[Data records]
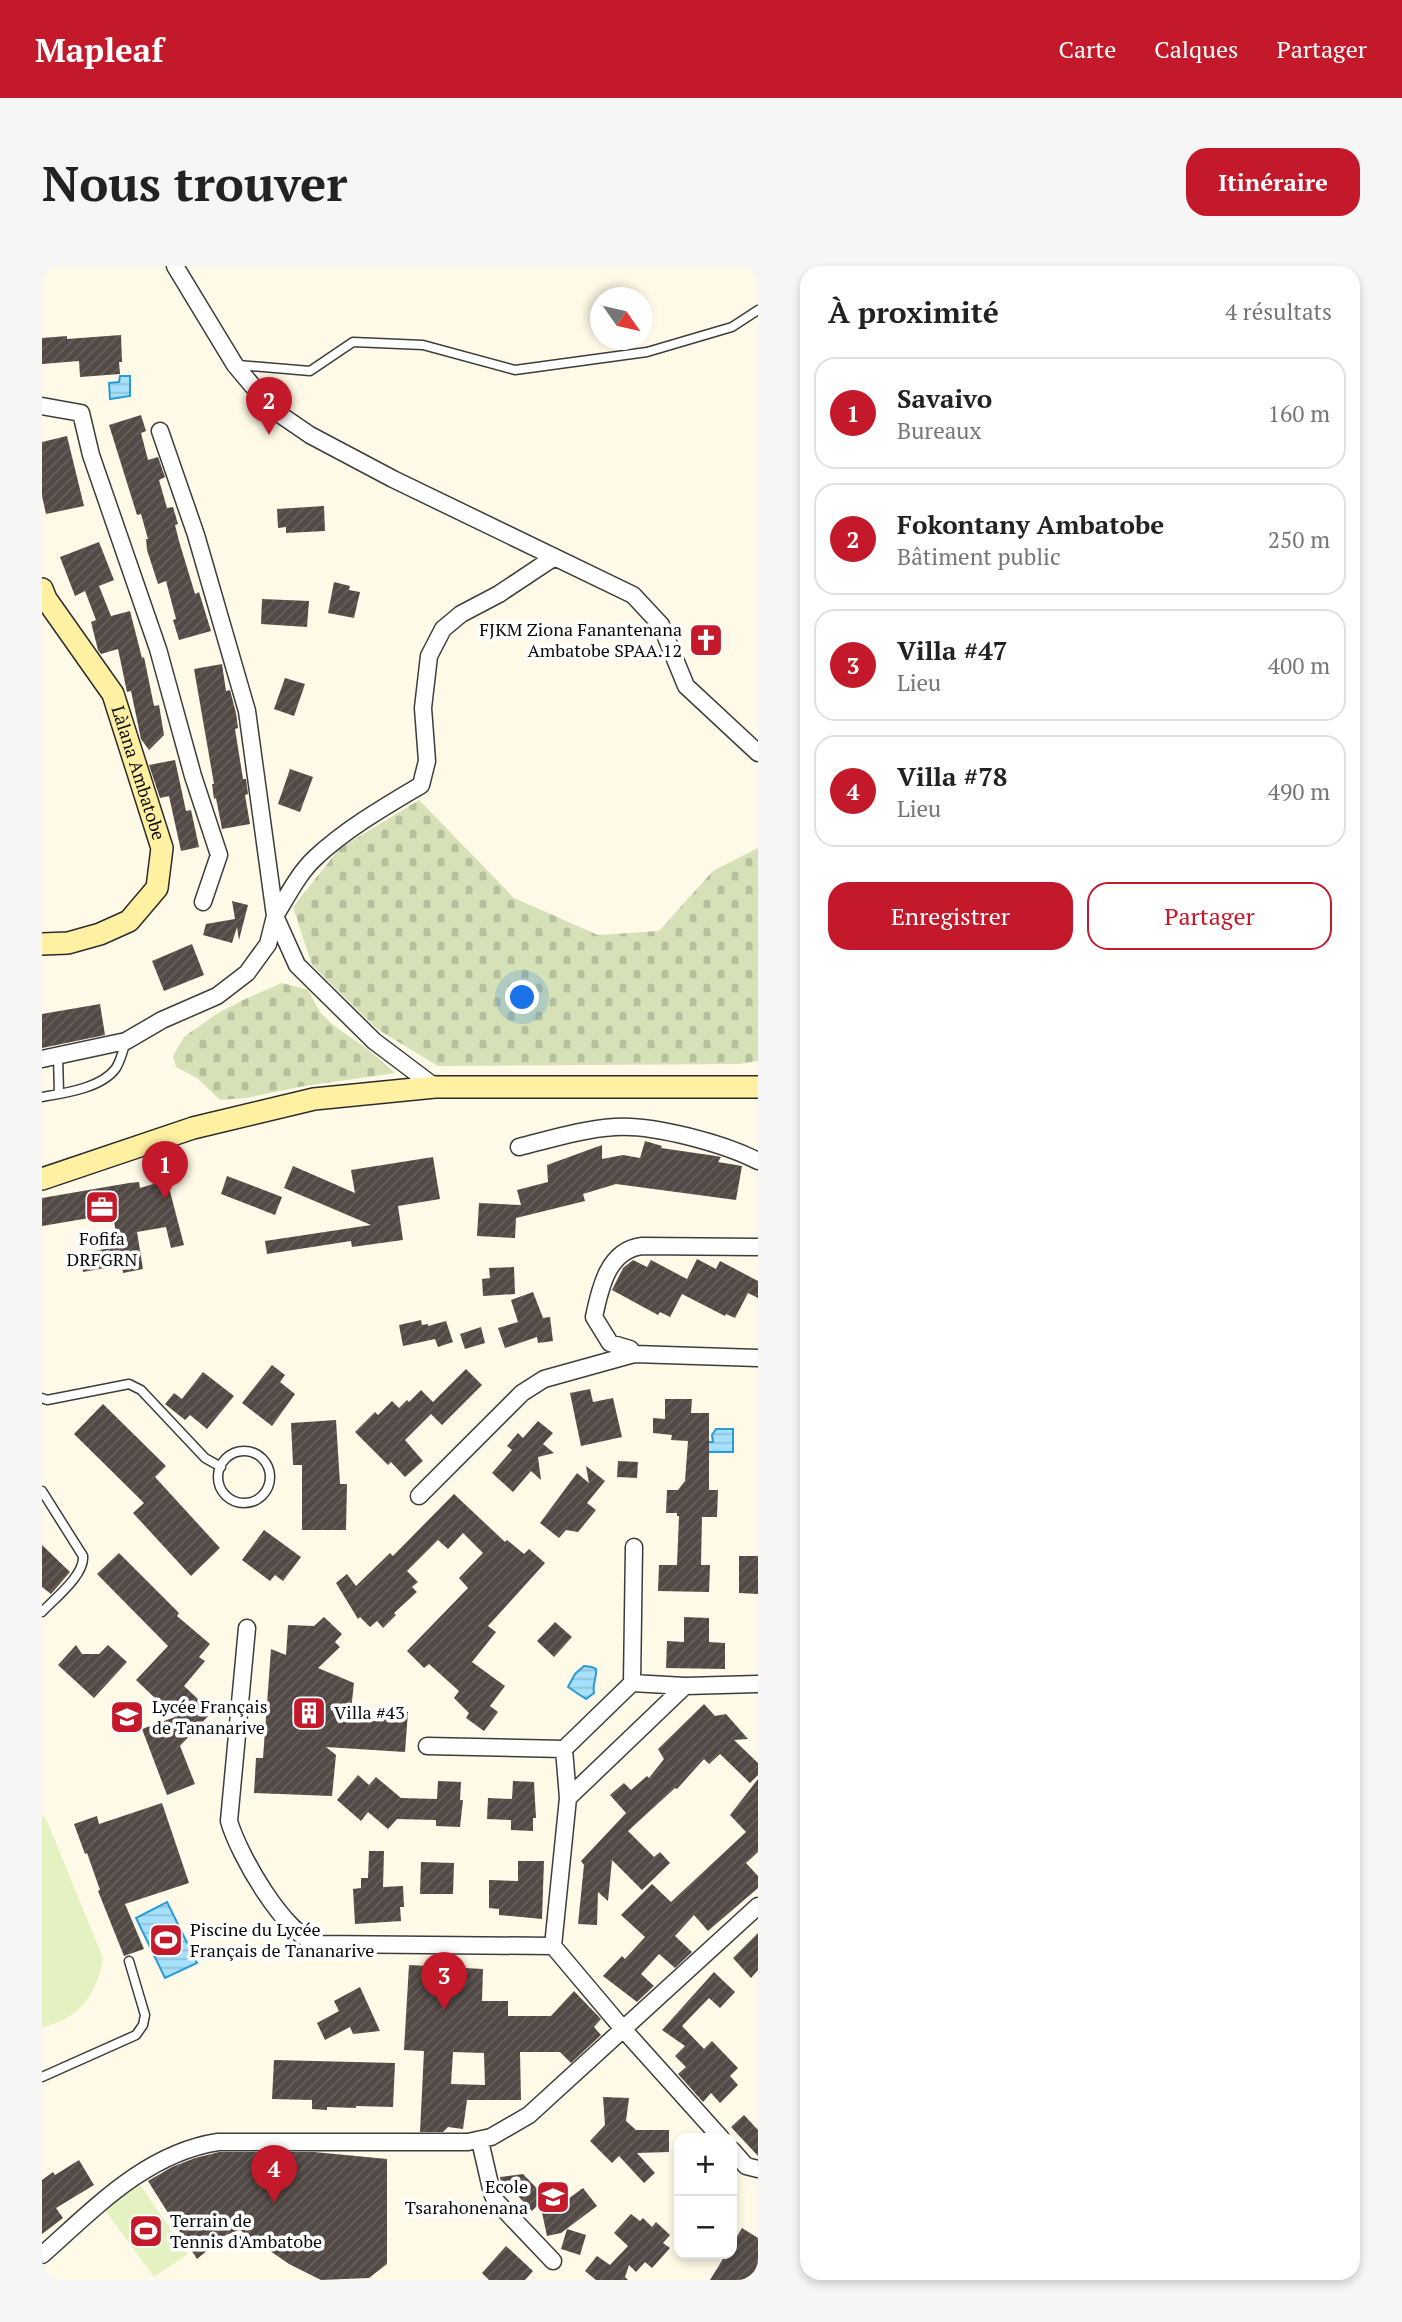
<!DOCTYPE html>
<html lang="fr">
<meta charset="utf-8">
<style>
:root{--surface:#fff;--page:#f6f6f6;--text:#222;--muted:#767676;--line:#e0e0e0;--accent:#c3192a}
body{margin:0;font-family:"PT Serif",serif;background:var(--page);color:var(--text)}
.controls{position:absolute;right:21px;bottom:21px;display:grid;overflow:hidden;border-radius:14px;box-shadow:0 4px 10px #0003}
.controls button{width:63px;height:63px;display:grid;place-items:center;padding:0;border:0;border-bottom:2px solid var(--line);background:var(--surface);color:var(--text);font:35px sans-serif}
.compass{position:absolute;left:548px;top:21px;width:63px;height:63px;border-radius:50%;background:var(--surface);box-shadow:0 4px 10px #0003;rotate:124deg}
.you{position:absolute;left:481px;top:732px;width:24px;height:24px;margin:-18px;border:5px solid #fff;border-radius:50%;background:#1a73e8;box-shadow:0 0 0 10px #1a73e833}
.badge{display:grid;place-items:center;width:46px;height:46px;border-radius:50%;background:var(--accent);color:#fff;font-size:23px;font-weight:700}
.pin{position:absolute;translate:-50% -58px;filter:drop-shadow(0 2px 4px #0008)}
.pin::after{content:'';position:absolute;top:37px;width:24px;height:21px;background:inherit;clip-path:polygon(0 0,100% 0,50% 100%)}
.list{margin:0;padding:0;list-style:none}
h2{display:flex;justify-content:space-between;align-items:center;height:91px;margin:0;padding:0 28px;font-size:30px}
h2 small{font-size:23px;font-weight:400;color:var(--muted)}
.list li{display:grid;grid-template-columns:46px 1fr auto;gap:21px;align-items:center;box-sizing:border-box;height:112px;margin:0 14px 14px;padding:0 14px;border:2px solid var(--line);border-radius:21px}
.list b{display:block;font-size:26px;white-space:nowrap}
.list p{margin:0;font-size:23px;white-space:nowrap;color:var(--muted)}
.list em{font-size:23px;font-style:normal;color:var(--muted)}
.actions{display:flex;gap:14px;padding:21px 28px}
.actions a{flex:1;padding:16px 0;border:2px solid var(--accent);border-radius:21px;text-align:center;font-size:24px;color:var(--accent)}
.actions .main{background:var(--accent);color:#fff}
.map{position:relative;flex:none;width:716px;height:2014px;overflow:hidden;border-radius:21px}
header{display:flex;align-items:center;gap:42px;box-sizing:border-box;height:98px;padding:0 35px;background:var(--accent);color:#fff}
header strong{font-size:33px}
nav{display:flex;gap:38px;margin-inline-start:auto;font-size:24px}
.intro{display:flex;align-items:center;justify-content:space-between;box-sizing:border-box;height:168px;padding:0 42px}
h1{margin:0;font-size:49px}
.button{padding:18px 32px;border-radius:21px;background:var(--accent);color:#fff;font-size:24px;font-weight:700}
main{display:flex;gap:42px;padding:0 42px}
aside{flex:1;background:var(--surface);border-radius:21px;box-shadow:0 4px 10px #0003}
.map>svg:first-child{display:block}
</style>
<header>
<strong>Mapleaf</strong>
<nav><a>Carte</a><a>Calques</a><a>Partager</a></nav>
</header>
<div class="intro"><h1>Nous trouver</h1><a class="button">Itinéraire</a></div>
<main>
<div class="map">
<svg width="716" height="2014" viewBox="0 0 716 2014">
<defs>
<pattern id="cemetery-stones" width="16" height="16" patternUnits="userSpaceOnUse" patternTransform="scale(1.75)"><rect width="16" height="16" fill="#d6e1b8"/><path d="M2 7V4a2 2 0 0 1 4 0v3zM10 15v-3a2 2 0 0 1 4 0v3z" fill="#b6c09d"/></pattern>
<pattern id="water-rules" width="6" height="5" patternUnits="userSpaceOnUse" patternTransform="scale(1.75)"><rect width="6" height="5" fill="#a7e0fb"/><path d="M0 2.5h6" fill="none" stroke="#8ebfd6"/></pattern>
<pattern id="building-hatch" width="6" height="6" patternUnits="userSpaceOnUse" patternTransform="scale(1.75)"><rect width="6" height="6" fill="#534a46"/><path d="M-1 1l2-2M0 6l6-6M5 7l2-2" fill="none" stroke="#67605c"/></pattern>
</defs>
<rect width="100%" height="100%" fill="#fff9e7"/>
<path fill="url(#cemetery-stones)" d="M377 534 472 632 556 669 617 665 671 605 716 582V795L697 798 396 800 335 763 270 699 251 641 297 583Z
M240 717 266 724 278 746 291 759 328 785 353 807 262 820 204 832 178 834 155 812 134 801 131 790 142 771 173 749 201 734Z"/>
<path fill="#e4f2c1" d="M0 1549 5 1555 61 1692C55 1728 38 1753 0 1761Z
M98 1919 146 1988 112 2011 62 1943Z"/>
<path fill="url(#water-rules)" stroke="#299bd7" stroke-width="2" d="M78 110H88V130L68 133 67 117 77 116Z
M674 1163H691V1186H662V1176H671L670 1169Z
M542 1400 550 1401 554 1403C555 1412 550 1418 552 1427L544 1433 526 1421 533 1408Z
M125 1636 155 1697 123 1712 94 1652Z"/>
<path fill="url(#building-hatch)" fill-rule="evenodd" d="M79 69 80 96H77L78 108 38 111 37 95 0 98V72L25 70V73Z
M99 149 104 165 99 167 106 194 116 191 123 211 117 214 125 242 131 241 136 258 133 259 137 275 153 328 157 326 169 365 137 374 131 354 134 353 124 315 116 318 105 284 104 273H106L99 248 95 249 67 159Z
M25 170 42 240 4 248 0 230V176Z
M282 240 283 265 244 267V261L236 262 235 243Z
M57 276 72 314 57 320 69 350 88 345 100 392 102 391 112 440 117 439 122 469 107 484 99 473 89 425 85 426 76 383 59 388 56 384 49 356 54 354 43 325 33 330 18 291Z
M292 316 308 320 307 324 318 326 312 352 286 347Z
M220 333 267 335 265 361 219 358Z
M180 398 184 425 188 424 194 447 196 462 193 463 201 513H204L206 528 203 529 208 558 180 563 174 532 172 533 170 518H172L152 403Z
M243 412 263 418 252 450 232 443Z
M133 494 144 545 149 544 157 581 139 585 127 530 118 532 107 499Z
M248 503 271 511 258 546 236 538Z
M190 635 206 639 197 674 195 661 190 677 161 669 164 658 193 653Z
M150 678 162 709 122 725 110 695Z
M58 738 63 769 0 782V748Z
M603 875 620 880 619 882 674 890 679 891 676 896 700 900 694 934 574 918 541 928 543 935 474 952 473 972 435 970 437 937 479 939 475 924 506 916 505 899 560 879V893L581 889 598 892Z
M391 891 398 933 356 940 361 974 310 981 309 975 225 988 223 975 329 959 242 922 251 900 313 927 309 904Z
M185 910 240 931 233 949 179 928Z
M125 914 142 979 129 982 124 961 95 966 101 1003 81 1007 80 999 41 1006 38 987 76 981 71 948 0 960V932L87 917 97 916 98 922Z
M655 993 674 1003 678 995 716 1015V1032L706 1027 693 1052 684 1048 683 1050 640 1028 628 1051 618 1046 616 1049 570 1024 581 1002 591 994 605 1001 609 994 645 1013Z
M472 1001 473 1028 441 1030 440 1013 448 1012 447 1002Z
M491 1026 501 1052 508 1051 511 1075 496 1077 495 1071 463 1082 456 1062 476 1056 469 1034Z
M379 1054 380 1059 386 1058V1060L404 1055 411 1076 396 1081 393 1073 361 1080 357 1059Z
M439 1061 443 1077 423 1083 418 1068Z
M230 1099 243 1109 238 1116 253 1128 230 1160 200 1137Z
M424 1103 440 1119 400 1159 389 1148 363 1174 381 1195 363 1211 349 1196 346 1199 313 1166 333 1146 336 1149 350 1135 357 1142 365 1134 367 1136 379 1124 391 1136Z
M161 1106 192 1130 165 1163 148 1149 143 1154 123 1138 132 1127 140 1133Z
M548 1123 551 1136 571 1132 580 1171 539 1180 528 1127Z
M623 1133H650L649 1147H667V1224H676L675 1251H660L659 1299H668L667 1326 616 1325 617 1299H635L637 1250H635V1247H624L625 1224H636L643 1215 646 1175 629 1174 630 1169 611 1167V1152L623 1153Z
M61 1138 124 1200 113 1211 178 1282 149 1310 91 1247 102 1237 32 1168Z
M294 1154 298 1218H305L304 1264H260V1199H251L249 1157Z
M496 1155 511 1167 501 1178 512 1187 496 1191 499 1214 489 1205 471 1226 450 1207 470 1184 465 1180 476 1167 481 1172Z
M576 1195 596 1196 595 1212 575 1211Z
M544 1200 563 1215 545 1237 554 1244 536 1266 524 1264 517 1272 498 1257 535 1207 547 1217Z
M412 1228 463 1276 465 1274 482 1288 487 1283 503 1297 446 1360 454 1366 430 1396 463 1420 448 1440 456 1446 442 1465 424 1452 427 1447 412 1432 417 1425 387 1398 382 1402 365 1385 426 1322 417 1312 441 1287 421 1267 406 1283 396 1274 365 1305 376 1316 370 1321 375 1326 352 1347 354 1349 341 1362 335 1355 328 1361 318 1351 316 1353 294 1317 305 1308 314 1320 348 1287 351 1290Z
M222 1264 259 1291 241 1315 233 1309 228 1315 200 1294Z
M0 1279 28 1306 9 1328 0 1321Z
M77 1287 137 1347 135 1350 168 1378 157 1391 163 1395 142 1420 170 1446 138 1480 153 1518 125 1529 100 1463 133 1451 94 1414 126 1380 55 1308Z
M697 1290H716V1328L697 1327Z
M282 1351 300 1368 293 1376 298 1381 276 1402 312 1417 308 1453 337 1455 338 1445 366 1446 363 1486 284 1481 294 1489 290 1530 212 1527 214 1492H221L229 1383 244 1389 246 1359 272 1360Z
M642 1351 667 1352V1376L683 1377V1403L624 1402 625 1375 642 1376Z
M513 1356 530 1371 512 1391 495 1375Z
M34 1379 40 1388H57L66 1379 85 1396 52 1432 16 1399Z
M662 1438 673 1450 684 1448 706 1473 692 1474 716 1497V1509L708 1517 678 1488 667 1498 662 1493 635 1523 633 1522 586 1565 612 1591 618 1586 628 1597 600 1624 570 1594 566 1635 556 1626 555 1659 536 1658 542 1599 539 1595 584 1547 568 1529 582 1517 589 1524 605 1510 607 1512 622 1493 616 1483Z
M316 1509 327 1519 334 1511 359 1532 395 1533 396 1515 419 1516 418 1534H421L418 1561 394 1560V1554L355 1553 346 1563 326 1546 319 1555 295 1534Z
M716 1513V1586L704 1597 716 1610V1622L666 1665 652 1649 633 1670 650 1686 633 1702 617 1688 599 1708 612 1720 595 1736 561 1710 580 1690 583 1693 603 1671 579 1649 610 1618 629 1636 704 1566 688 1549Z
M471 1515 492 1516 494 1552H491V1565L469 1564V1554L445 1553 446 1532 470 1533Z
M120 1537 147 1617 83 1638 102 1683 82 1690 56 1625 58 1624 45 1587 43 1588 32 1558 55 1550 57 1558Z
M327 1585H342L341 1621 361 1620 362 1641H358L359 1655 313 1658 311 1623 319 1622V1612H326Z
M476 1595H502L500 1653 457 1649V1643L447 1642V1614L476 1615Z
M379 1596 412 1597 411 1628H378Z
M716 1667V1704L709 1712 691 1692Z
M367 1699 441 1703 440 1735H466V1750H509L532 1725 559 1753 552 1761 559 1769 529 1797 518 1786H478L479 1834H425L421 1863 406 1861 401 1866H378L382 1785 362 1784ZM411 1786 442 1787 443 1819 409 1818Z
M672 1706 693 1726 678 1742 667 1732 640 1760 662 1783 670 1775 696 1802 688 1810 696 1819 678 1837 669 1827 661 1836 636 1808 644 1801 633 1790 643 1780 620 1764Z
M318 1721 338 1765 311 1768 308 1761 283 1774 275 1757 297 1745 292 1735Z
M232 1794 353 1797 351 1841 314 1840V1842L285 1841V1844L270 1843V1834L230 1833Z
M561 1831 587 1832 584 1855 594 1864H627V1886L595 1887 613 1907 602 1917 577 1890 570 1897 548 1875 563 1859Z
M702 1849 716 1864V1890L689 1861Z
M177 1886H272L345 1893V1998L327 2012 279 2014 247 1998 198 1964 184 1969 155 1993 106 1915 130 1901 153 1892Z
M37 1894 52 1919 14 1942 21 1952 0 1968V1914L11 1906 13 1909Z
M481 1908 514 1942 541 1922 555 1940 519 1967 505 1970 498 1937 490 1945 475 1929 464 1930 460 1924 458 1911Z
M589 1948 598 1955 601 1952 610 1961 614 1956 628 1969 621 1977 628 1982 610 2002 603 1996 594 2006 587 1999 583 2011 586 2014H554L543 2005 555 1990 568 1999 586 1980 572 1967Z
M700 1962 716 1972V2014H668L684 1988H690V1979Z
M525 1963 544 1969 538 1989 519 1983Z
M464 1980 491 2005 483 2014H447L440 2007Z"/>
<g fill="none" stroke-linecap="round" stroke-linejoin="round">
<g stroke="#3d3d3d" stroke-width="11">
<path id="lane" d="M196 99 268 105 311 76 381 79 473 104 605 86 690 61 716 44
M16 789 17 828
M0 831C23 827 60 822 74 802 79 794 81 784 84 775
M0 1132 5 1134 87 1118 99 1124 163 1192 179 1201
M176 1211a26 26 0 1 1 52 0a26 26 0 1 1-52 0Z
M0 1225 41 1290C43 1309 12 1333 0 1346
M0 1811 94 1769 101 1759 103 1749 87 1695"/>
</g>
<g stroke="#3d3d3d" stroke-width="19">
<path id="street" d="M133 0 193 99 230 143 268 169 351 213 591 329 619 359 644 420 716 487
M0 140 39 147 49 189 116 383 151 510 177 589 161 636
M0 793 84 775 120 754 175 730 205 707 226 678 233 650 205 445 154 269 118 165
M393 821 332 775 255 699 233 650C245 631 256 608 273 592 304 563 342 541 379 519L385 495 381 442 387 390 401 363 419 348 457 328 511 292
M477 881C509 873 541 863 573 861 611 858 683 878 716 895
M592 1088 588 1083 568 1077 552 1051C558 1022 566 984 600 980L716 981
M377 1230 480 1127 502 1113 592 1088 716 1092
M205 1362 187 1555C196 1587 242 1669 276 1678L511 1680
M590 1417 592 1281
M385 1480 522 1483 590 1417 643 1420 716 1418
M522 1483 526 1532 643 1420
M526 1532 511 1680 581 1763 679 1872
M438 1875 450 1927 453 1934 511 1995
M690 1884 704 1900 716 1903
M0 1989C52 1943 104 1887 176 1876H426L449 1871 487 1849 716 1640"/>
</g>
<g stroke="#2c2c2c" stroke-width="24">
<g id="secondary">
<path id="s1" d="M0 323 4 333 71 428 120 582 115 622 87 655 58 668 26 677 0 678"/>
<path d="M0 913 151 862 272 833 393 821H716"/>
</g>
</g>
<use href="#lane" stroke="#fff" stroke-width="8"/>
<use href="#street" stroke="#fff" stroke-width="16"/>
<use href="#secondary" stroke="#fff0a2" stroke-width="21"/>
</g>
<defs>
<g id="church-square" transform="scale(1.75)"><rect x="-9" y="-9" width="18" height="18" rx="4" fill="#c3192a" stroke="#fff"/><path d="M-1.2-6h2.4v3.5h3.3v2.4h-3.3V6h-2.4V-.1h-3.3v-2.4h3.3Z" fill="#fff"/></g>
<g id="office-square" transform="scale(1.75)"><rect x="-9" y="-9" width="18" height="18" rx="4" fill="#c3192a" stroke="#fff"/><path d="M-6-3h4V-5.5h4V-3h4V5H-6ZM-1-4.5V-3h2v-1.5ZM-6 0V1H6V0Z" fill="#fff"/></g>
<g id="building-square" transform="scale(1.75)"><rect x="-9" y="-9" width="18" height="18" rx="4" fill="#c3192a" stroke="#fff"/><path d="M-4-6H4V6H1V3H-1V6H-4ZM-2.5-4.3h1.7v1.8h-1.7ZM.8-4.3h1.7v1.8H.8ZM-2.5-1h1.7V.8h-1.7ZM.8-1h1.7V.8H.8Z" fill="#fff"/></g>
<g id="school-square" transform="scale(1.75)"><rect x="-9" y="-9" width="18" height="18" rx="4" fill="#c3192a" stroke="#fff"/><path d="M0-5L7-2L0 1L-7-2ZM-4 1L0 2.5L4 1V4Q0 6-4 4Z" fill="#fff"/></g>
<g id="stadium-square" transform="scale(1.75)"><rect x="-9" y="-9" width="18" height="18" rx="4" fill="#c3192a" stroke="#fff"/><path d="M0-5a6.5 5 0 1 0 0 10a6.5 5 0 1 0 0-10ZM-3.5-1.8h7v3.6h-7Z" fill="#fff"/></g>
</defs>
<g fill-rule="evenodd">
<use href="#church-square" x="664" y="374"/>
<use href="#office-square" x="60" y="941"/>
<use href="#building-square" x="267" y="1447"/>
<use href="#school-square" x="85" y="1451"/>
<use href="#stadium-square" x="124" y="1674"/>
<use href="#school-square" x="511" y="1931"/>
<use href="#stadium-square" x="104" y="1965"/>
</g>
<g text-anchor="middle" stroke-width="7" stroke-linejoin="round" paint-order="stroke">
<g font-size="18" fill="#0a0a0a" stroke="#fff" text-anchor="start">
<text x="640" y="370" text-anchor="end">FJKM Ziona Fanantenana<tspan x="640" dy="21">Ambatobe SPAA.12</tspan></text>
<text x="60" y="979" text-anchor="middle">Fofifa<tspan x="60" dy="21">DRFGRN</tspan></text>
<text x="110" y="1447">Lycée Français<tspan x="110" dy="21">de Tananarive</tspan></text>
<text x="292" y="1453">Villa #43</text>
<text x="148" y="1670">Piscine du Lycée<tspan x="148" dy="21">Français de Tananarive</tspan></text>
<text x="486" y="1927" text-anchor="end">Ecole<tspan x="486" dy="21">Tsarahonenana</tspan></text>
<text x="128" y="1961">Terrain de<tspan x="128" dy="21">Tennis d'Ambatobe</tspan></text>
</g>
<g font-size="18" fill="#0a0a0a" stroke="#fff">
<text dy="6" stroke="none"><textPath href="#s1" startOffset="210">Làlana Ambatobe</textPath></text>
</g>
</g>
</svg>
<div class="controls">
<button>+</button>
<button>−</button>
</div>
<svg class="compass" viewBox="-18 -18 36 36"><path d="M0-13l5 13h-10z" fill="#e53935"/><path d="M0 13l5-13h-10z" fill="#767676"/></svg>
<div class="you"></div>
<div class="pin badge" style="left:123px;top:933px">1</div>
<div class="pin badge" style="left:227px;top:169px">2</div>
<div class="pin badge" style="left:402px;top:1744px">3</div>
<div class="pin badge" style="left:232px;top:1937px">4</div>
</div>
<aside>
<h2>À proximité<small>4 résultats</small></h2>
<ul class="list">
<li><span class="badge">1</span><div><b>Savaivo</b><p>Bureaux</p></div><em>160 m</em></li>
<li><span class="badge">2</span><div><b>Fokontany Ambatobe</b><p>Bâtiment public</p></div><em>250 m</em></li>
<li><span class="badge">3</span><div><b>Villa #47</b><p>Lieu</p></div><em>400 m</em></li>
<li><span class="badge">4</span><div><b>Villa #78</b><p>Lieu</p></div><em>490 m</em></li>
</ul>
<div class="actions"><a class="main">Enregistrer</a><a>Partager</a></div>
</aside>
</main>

* [Task to complete]:
Look at the entries above. Say how many lines have the word "weight", and give only the number.

* [Response for this exercise]:
3